▸ SOURCE MATERIAL

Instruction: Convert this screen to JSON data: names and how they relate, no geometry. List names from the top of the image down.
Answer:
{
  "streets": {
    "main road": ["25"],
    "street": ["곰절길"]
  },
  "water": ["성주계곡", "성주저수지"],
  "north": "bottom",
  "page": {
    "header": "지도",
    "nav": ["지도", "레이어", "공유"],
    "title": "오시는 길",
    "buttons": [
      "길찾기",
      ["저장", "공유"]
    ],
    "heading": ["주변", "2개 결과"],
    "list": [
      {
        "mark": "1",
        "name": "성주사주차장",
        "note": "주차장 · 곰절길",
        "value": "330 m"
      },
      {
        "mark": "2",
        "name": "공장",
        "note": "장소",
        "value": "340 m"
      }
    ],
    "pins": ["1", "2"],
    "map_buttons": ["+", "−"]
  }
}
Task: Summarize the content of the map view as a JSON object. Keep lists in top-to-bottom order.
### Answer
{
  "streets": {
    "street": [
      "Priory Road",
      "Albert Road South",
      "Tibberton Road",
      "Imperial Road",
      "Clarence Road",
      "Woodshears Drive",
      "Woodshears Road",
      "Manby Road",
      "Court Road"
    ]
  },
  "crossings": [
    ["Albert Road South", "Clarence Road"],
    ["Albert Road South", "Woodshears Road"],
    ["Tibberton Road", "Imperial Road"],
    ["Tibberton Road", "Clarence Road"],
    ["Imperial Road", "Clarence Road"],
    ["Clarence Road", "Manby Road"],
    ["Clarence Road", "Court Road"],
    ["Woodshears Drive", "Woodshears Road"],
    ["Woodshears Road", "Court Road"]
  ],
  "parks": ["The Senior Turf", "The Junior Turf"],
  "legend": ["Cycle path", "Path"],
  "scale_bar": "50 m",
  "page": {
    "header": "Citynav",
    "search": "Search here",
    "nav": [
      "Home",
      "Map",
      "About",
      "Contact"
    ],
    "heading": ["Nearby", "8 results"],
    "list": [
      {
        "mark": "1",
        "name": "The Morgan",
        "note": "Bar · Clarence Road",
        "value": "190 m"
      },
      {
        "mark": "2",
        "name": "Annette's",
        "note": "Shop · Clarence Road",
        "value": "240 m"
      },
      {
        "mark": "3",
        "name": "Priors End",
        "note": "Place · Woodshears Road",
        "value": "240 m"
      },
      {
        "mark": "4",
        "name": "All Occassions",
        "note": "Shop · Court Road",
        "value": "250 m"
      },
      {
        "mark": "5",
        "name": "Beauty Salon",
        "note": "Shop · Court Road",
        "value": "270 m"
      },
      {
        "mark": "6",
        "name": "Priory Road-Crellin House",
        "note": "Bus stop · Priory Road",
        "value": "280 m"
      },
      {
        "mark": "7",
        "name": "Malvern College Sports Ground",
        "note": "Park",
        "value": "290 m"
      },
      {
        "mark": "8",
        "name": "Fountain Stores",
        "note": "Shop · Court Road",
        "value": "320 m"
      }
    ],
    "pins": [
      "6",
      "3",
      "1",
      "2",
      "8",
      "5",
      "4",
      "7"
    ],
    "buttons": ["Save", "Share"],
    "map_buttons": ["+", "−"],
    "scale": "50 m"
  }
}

▸ THE TASK
All lines in the entries above that hold the word "Imperial" need to be copied.

▸ OUTPUT
      "Imperial Road",
    ["Tibberton Road", "Imperial Road"],
    ["Imperial Road", "Clarence Road"],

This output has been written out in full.